Items from a data source:
........

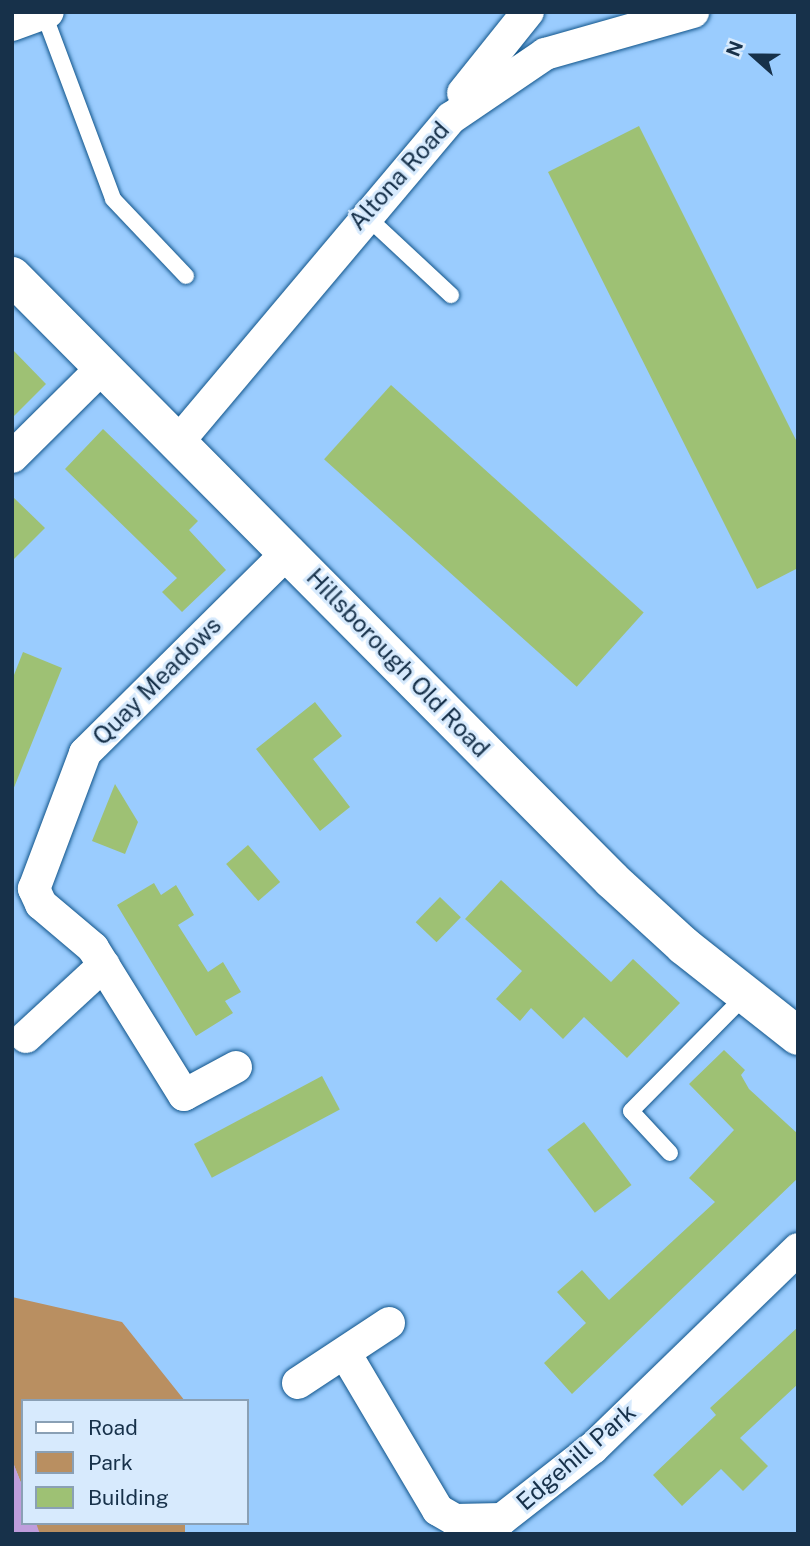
<!DOCTYPE html>
<html>
<head>
<meta charset="utf-8">
<style>
	body { margin:0 }
	#map { position:relative; width:810px; height:1546px; overflow:hidden; background:#9accfe; font-family:"Public Sans",sans-serif }
	div>[style] { position:absolute }
	[style*='--x'] { left:calc(var(--x)*1px); top:calc(var(--y)*1px); width:calc(var(--w)*1px); rotate:calc(var(--a)*1deg) }
	.green>* { inset:0; background:#b98f61; transform-origin:0 0 }
	.water>* { inset:0; background:#bf9ddc }
	.building>* { inset:0; background:#9ec174; transform-origin:0 0 }
	.roads { filter:drop-shadow(0 0 2px #10548a) drop-shadow(0 0 2px #10548a) }
	.service>* { height:16px; margin:-8px; padding:0 8px; transform-origin:8px; border-radius:8px; background:#fff }
	.minor>* { height:32px; margin:-16px; padding:0 16px; transform-origin:16px; border-radius:16px; background:#fff }
	.tertiary>* { height:38px; margin:-19px; padding:0 19px; transform-origin:19px; border-radius:19px; background:#fff }
	span { translate:-50% -50%; white-space:nowrap; text-align:center; line-height:1.15; -webkit-text-stroke:6px #d7eafd; paint-order:stroke }
	.street-label { font-size:24px; color:#17314a }
	.frame { position:absolute; inset:0; border:14px solid #17314a; pointer-events:none }
	.legend { position:absolute; left:21px; top:1399px; width:228px; height:126px; box-sizing:border-box; background:#d7eafd; border:2px solid #8aa0b5; margin:0; padding:9px 12px; list-style:none; font-size:21px; color:#17314a }
	.legend li { display:flex; align-items:center; gap:14px; height:35px }
	.legend b { width:35px; border:2px solid #8aa0b5 }
	.north { position:absolute; left:719px; top:21px; width:70px; height:70px; -webkit-text-stroke:5px #d7eafd; paint-order:stroke; rotate:291deg; font-size:19px; font-weight:700; line-height:28px; text-align:center; color:#17314a }
	.north::after { content:''; display:block; margin:auto; width:24px; height:32px; background:#17314a; clip-path:polygon(50% 0,100% 100%,50% 72%,0 100%) }
</style>
</head>
<body>
<div id="map">
	<div class="green">
		<div style="clip-path:polygon(12px 1297px,122px 1322px,185px 1401px,23px 1401px,23px 1488px,12px 1460px)"></div>
		<div style="left:36px;top:1523px;width:149px;height:12px"></div>
	</div>
	<div class="water">
		<div style="clip-path:polygon(12px 1460px,23px 1488px,23px 1523px,36px 1523px,40px 1534px,12px 1534px)"></div>
	</div>
	<div class="building">
		<div style="clip-path:polygon(639px 126px,798px 444px,798px 568px,757px 589px,548px 172px)"></div>
		<div style="clip-path:polygon(12px 349px,46px 384px,12px 418px)"></div>
		<div style="left:391px;top:385px;width:340px;height:100px;rotate:42deg"></div>
		<div style="clip-path:polygon(103px 429px,198px 521px,189px 530px,226px 570px,182px 612px,162px 592px,177px 578px,65px 469px)"></div>
		<div style="clip-path:polygon(12px 496px,45px 528px,12px 561px)"></div>
		<div style="clip-path:polygon(23px 652px,62px 668px,13px 790px,12px 680px)"></div>
		<div style="clip-path:polygon(315px 702px,342px 736px,313px 759px,350px 807px,320px 831px,256px 749px)"></div>
		<div style="clip-path:polygon(115px 784px,138px 822px,125px 854px,92px 841px)"></div>
		<div style="left:248px;top:845px;width:49px;height:29px;rotate:49deg"></div>
		<div style="clip-path:polygon(501px 880px,611px 982px,633px 959px,680px 1003px,627px 1058px,584px 1017px,563px 1039px,531px 1008px,520px 1021px,496px 999px,522px 971px,465px 919px)"></div>
		<div style="clip-path:polygon(154px 883px,161px 895px,176px 885px,194px 915px,178px 925px,208px 972px,223px 962px,241px 992px,225px 1001px,233px 1013px,196px 1036px,117px 905px)"></div>
		<div style="left:440px;top:897px;width:29px;height:35px;rotate:44deg"></div>
		<div style="clip-path:polygon(724px 1050px,745px 1070px,741px 1075px,749px 1089px,798px 1134px,798px 1178px,572px 1394px,544px 1363px,586px 1323px,557px 1292px,582px 1270px,609px 1300px,715px 1202px,689px 1178px,734px 1130px,689px 1084px)"></div>
		<div style="left:322px;top:1076px;width:38px;height:145px;rotate:62deg"></div>
		<div style="left:584px;top:1122px;width:79px;height:46px;rotate:53deg"></div>
		<div style="clip-path:polygon(798px 1327px,798px 1384px,740px 1438px,768px 1466px,743px 1491px,721px 1469px,682px 1506px,653px 1475px,716px 1415px,710px 1408px)"></div>
	</div>
	<div class="roads">
		<div class="service">
			<div style="--x:44;--y:14;--w:197;--a:69.5"></div>
			<div style="--x:113;--y:199;--w:106;--a:46.5"></div>
			<div style="--x:364;--y:214;--w:119;--a:43"></div>
			<div style="--x:670;--y:1153;--w:57;--a:-132.9"></div>
			<div style="--x:631;--y:1111;--w:162;--a:-45.3"></div>
		</div>
		<div class="minor">
			<div style="--x:12;--y:25;--w:38;--a:-20"></div>
			<div style="--x:463;--y:93;--w:104;--a:-51.3"></div>
			<div style="--x:178;--y:442;--w:424;--a:-49.9"></div>
			<div style="--x:451;--y:118;--w:114;--a:-34.2"></div>
			<div style="--x:545;--y:54;--w:154;--a:-15.8"></div>
			<div style="--x:12;--y:457;--w:128;--a:-44.7"></div>
			<div style="--x:26;--y:1037;--w:106;--a:-42.7"></div>
			<div style="--x:236;--y:1067;--w:59;--a:151.7"></div>
			<div style="--x:184;--y:1095;--w:173;--a:-121.8"></div>
			<div style="--x:93;--y:948;--w:68;--a:-139.8"></div>
			<div style="--x:41;--y:904;--w:17;--a:-115"></div>
			<div style="--x:34;--y:889;--w:145;--a:-69.4"></div>
			<div style="--x:85;--y:753;--w:287;--a:-44.7"></div>
			<div style="--x:345;--y:1353;--w:182;--a:59.4"></div>
			<div style="--x:438;--y:1510;--w:20;--a:30"></div>
			<div style="--x:455;--y:1520;--w:47;--a:-1.2"></div>
			<div style="--x:502;--y:1519;--w:115;--a:-38"></div>
			<div style="--x:593;--y:1448;--w:286;--a:-44.1"></div>
			<div style="--x:298;--y:1383;--w:109;--a:-33.4"></div>
		</div>
		<div class="tertiary">
			<div style="--x:12;--y:276;--w:851;--a:45.19"></div>
			<div style="--x:612;--y:880;--w:98;--a:42.5"></div>
			<div style="--x:684;--y:946;--w:145;--a:38.3"></div>
		</div>
	</div>
	<div class="street-label">
		<span style="left:399px;top:176px;rotate:-48deg">Altona Road</span>
		<span style="left:398px;top:663px;rotate:46deg">Hillsborough Old Road</span>
		<span style="left:157px;top:681px;rotate:-45deg">Quay Meadows</span>
		<span style="left:576px;top:1457px;rotate:-41deg">Edgehill Park</span>
	</div>
	<div class="frame"></div>
	<ul class="legend">
	<li><b style="height:9px;background:#fff"></b>Road</li>
	<li><b style="height:19px;background:#b98f61"></b>Park</li>
	<li><b style="height:19px;background:#9ec174"></b>Building</li>
	</ul>
	<div class="north">N</div>
</div>
</body>
</html>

........

Task to carry out: From the entries, count the lines that hold the string "inset". Nothing but the number is needed.

Answer area: 4